A float64 array of node weights with the same shape as z_arr. For grids with fewer than two points, the weights are all zeros.

Raises:

ValueError – If z_arr is not 1D.
ValueError – If z_arr is not strictly increasing.

binny.utils.normalization.weighted_quantile_from_cdf(z_arr: ndarray, cdf: ndarray, norm: float, q: float, *, side: Literal['left', 'right'] = 'left') → float#

Returns a weighted quantile from a precomputed cumulative mass array.

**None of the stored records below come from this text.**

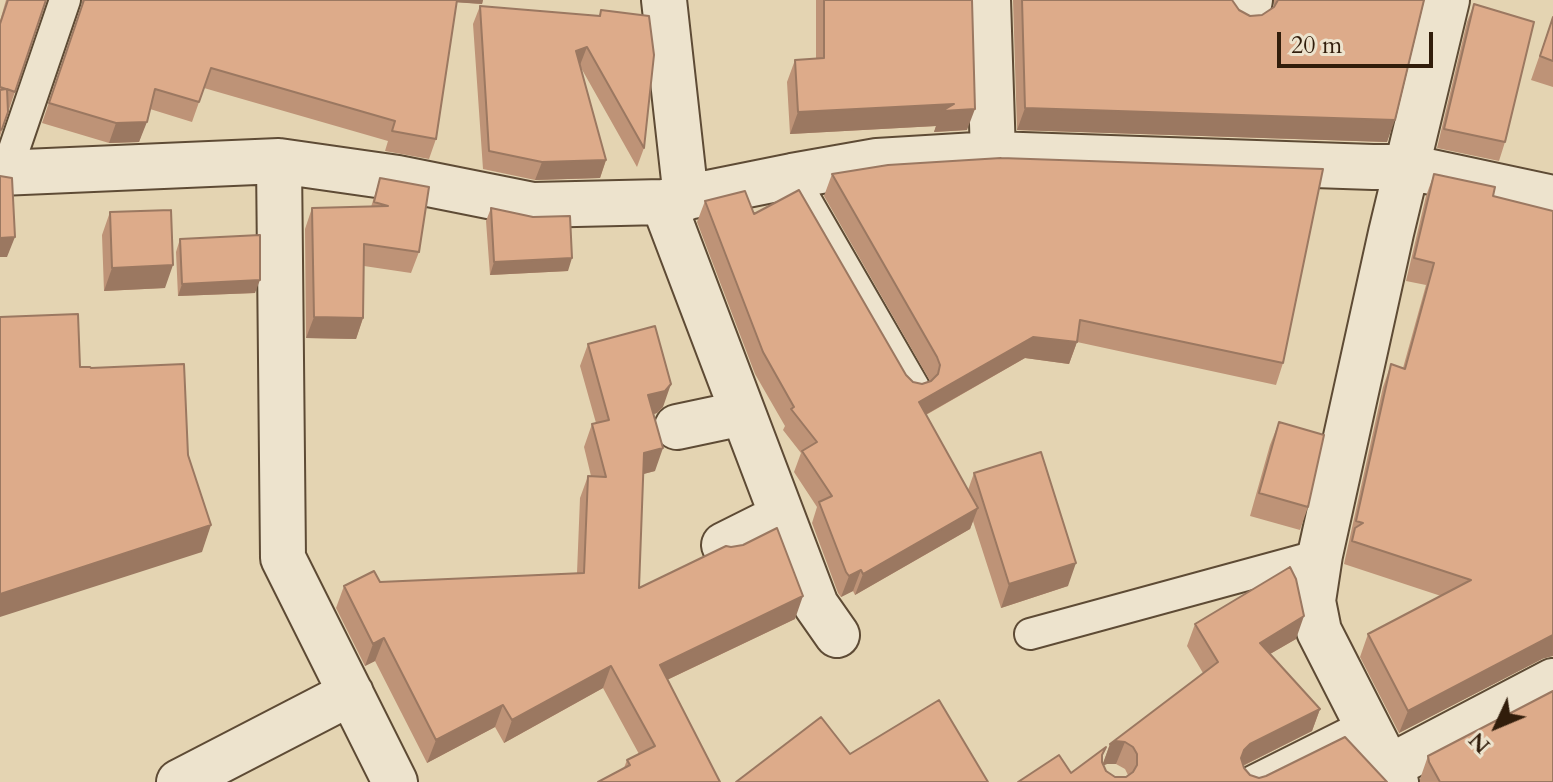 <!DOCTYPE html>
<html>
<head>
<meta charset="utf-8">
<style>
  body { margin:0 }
  #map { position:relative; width:1553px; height:782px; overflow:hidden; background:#e4d4b2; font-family:Cardo,serif }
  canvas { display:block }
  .north { position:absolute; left:1457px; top:686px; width:80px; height:80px; -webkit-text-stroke:6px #ede3cd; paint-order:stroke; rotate:226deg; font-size:22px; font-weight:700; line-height:32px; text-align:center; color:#311d0b }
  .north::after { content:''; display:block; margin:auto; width:28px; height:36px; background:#311d0b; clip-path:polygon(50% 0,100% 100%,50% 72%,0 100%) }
  .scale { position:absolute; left:1277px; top:32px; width:156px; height:36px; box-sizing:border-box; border:4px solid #311d0b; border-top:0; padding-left:10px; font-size:24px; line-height:28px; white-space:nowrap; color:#311d0b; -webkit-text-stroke:6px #ede3cd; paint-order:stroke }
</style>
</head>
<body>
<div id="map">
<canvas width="1553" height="782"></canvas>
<div class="north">N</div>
<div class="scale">20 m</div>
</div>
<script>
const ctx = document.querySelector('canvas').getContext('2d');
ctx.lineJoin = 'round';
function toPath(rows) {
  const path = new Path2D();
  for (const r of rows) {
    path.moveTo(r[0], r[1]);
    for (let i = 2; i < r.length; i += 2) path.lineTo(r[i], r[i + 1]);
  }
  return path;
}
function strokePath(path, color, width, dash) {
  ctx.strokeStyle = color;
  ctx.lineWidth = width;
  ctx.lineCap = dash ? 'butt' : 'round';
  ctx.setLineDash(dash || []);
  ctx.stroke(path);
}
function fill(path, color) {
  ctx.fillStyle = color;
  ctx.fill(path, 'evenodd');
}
const service = toPath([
  [6,173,65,0],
  [792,176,914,387],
  [1030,634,1320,555],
  [1251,782,1367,724]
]);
const minor = toPath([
  [664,0,686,198],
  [988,0,993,154],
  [1247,13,1250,0],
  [279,161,283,558,395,782],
  [0,173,279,161,398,178,533,205,663,202,792,176,877,161,993,154,1373,167,1408,167,1553,198],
  [663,202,816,605,837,635],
  [677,427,743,413],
  [724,545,782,516],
  [1389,767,1553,681],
  [179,782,351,693],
  [1396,782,1319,631,1313,601,1320,555,1391,233,1447,0]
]);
strokePath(service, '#5e4b35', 34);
strokePath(minor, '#5e4b35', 48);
strokePath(service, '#ede3cd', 30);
strokePath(minor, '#ede3cd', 44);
fill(toPath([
  [6,0,46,0,0,136,0,21],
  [82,0,483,0,482,4,456,2,436,139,429,159,385,151,388,141,204,88,192,122,150,109,139,142,109,143,42,123,82,5],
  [816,0,972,0,967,130,934,132,936,126,790,134,787,82,795,60,816,59],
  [1013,0,1232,0,1239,10,1250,16,1262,15,1274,7,1274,0,1424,0,1387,142,1017,130],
  [1474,4,1505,142,1499,161,1437,148,1467,22],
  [480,6,599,16,601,10,644,148,637,167,580,66,606,160,600,178,535,180,483,169,473,24],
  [1553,17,1553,87,1531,80],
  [832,174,1283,363,1276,385,1077,342,1069,364,1025,358,926,415,968,490,974,473,1068,586,1001,608,973,521,970,529,855,595,853,591,841,597,838,593,812,523,817,507,794,472,801,453,783,430,785,426,755,374,697,222,705,201,754,214,913,382,922,384,930,381,824,196],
  [1434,174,1493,196,1542,659,1399,733,1360,657,1368,634,1441,596,1344,564,1383,387,1391,364,1403,368,1426,285,1406,281,1426,196],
  [380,178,419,252,411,273,364,266,363,318,356,339,306,338,305,229,312,208,371,207],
  [491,208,568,271,490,275,486,221],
  [110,212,165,288,104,291,102,235],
  [180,239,255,293,178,296,176,252],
  [588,344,663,407,657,413,654,414,655,471,643,474,639,588,795,619,667,680,720,782,624,768,627,760,639,754,603,688,504,743,495,727,427,763,375,661,365,666,336,608,344,586,380,582,577,573,580,498,588,476,591,476,584,447,592,424,596,423,580,366],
  [1279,422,1308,507,1300,530,1250,516,1270,445],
  [1195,624,1296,639,1270,654,1320,709,1312,731,1243,766,1244,768,1250,775,1259,778,1018,782,1071,773,1102,758,1103,764,1110,744,1203,673,1187,646],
  [1107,764,1116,764,1125,769,1128,775,1126,777,1115,777,1106,771,1103,765],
  [1428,756,1553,782,1420,782,1420,779]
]), '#be9377');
fill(toPath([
  [453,0,483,0,482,4,452,2],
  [587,47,580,65,576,51],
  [954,104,975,109,967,130,934,132,936,126,790,134,798,112],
  [1025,108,1395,120,1387,142,1017,130],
  [147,122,139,142,109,143,116,123],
  [606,160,600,178,535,180,542,162],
  [15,237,7,257,0,257,0,238],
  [572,258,568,271,490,275,494,262],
  [173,265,165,288,104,291,112,268],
  [260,280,255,293,178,296,182,284],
  [314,317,363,318,356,339,306,338],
  [1033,337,1077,342,1069,364,1025,358,911,423,919,402],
  [671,384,663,407,657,413,640,418,648,395],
  [663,448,655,471,636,476,644,453],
  [978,508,970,529,855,595,863,574],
  [211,525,202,552,0,617,0,594],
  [1076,563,1068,586,1001,608,1009,584],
  [861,570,853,591,841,597,849,576],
  [803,596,795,619,652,687,660,665],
  [1304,616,1296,639,1251,665,1260,643],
  [1553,635,1553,656,1542,659,1399,733,1408,711],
  [384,638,375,661,365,666,373,644],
  [611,666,603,688,504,743,512,720],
  [503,705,495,727,427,763,436,740],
  [1320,709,1312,731,1242,766,1236,773,1244,750,1250,744],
  [1115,741,1125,742,1116,764,1107,764,1102,766,1110,744]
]), '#9b7861');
const building = toPath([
  [8,0,46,0,15,92,7,89,8,112,2,129,0,130,0,90,6,89,0,87,0,24,8,0],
  [84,0,457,0,436,139,392,131,395,121,211,68,199,102,155,89,147,122,116,123,49,103,84,0],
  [824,0,972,0,975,109,942,111,954,104,798,112,795,60,824,58,824,0],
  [1022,0,1232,0,1239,10,1250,16,1262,15,1274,7,1278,0,1424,0,1395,120,1025,108,1022,0],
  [1474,4,1534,22,1505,142,1444,129,1474,4],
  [480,6,600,16,601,10,649,16,654,55,644,148,587,47,576,51,606,160,542,162,489,151,480,6],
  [1553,17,1553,61,1540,56,1553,17],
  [1001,158,1323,169,1283,363,1080,320,1077,342,1033,337,919,402,978,508,863,574,861,570,849,576,846,572,819,502,832,496,802,451,817,442,791,409,794,407,763,352,705,201,745,191,754,214,799,190,906,375,913,382,922,384,931,381,938,374,940,365,937,357,832,174,888,165,1001,158],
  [1434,174,1495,187,1493,196,1553,211,1553,635,1408,711,1368,634,1471,580,1352,541,1355,528,1363,523,1356,521,1391,364,1405,369,1434,263,1414,258,1434,174],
  [0,176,12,178,15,237,0,238,0,176],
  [380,178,429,187,419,252,364,244,363,318,314,317,312,208,388,206,374,202,380,178],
  [491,208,533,217,570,216,572,258,494,262,491,208],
  [171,210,173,265,112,268,110,212,171,210],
  [260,235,260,280,182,284,180,239,260,235],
  [78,314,80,367,90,367,91,368,184,364,188,455,211,525,0,594,0,317,78,314],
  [655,326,671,384,665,391,648,395,663,448,644,453,639,588,726,546,731,547,743,545,777,528,803,596,660,665,720,782,598,782,630,765,627,760,655,746,611,666,512,720,503,705,436,740,384,638,373,644,344,586,374,571,380,582,584,573,588,476,606,477,592,424,609,420,588,344,655,326],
  [1279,422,1324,435,1308,507,1259,493,1279,422],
  [1041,452,1076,563,1009,584,974,473,1041,452],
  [1290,567,1296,579,1304,616,1260,643,1320,709,1250,744,1244,750,1241,758,1244,768,1250,775,1259,778,1266,776,1345,737,1387,782,1018,782,1059,755,1071,773,1106,747,1102,755,1102,762,1106,771,1115,777,1126,777,1133,772,1137,765,1137,754,1133,747,1125,742,1115,741,1110,744,1218,662,1195,624,1290,567],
  [1553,691,1553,782,1440,782,1429,762,1428,756,1553,691],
  [939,700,988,782,736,782,821,717,850,754,939,700]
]);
fill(building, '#ddab8a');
strokePath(building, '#9b7861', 2);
</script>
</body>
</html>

This finds the location where the cumulative mass reaches q * norm and linearly interpolates between adjacent grid nodes. It is intended to be used with cumulative masses produced by trapezoid integration on the same node grid.

Parameters:

z_arr – 1D array of strictly increasing grid nodes.
cdf – 1D array of cumulative masses at the nodes (nondecreasing).
norm – Total mass associated with the CDF.
q – Quantile in the interval [0, 1].
side – Side argument forwarded to np.searchsorted for locating the target.

Returns:

The weighted quantile value on the z_arr grid.

Raises:

ValueError – If q is outside [0, 1].
ValueError – If norm is not positive.
ValueError – If z_arr and cdf are not 1D arrays of the same nonzero length.
ValueError – If z_arr is not strictly increasing.
ValueError – If cdf is not nondecreasing.